*Task instructions*:
How many of the lines below hold "canvas"? Only the number, please.

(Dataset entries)

*** Begin section ***

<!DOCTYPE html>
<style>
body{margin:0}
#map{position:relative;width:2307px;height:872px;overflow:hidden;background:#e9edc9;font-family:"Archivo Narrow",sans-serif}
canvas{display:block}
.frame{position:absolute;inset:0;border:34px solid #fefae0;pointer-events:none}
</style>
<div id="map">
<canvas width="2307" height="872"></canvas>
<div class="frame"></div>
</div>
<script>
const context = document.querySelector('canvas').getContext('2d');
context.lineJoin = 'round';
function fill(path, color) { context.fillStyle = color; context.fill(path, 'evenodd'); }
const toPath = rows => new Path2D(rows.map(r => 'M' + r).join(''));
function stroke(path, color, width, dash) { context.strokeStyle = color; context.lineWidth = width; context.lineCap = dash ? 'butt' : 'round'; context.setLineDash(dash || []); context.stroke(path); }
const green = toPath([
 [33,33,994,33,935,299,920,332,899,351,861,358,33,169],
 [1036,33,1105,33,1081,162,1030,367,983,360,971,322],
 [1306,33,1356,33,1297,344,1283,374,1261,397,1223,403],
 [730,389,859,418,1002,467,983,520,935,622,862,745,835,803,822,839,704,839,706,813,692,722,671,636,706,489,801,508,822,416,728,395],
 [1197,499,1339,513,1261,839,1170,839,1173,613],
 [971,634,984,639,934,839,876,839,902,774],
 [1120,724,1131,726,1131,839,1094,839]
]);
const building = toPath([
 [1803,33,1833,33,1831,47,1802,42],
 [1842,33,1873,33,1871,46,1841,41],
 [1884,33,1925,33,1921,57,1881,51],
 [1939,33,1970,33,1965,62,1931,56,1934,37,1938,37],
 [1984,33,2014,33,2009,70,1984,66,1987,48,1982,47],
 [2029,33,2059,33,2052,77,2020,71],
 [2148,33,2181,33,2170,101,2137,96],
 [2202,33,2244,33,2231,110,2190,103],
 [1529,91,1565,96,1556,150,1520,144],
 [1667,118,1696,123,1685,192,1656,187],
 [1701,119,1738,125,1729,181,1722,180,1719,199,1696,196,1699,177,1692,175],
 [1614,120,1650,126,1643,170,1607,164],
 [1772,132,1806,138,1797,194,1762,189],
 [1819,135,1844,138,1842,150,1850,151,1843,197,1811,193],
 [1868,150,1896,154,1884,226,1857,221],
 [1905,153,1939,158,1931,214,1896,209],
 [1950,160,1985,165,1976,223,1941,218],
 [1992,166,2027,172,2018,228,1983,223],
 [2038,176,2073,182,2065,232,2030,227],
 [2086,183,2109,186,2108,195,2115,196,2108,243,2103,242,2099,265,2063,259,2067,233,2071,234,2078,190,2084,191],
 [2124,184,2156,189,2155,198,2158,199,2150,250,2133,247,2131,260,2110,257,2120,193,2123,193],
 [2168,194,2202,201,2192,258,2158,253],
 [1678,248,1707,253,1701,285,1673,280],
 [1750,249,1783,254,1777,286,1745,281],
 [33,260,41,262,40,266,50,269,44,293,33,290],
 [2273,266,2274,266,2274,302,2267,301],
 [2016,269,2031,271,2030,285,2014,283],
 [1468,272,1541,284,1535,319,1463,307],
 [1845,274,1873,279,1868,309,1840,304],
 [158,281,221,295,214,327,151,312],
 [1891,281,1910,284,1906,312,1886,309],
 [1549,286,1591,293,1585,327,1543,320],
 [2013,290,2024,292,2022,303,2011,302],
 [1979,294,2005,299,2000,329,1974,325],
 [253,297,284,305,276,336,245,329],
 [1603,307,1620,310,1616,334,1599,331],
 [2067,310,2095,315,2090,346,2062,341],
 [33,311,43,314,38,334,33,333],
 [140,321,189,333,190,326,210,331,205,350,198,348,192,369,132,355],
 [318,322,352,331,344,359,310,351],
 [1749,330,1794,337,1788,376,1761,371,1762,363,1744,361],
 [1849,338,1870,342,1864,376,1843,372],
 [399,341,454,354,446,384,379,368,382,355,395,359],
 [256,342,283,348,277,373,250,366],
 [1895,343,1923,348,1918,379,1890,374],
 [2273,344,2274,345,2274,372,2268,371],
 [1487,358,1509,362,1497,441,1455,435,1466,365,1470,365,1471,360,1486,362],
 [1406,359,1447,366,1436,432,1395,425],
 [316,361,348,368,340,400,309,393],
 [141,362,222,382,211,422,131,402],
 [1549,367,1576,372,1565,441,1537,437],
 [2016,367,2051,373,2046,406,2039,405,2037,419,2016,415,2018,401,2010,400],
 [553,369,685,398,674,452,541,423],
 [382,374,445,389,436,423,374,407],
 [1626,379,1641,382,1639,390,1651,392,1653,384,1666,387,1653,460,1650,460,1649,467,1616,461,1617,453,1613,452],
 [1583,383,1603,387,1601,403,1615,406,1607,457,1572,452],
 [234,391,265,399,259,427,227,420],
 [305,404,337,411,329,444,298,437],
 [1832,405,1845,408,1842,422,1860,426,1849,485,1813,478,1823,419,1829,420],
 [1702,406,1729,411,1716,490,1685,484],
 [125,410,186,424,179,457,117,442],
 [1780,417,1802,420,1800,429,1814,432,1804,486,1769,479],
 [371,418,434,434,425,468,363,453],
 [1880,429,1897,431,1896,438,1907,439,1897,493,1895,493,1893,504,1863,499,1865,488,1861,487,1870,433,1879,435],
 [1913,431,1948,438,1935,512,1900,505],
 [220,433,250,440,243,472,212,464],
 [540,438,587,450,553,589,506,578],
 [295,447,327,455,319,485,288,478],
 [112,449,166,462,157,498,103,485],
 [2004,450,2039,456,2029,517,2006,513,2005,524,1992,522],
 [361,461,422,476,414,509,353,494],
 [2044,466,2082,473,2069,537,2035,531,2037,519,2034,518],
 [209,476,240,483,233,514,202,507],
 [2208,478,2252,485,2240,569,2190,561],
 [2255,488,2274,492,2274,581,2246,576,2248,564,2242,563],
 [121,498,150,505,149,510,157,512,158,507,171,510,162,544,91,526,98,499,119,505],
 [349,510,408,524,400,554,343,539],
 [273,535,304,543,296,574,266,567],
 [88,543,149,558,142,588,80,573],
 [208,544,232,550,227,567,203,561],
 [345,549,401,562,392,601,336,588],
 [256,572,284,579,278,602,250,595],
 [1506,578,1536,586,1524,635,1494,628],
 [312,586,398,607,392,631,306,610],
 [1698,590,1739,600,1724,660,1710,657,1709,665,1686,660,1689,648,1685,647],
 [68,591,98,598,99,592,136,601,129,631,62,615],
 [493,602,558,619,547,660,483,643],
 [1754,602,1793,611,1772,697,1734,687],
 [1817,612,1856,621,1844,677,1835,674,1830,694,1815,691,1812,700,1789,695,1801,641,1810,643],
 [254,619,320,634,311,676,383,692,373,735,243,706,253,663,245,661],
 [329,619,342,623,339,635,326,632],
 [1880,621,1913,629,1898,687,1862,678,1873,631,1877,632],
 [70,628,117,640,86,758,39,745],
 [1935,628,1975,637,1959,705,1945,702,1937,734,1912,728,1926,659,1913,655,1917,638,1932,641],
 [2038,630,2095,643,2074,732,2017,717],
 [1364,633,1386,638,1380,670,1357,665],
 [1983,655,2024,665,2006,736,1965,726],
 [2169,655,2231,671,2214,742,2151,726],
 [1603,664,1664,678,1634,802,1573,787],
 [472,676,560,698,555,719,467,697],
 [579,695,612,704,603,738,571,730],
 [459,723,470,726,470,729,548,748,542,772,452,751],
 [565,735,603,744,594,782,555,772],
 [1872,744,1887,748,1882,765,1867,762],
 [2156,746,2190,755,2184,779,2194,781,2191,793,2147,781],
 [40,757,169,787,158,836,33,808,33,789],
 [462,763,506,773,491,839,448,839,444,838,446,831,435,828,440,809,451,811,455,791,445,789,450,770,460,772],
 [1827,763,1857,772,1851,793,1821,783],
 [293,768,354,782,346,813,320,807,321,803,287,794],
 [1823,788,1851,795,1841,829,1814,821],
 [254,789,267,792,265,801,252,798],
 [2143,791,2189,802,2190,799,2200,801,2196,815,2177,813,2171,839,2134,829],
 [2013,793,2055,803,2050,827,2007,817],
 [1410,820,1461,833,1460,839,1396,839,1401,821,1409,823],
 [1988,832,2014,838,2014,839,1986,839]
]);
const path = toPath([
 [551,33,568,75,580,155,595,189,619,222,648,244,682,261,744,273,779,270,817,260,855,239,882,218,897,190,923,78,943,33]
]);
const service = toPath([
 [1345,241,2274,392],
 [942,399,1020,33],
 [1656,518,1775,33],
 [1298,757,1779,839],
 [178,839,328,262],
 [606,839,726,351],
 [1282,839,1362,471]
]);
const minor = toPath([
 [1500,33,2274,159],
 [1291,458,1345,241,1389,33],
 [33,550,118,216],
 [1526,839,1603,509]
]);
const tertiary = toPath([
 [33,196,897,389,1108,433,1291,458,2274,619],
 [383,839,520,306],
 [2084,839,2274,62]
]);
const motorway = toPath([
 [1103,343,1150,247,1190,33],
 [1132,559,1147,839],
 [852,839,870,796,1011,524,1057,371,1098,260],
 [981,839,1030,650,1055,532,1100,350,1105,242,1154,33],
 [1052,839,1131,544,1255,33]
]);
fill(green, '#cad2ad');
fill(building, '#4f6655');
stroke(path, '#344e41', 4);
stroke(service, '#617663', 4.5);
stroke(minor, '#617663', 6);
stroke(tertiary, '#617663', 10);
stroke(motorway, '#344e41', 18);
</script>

*** End section ***

*Result of the exercise*:
3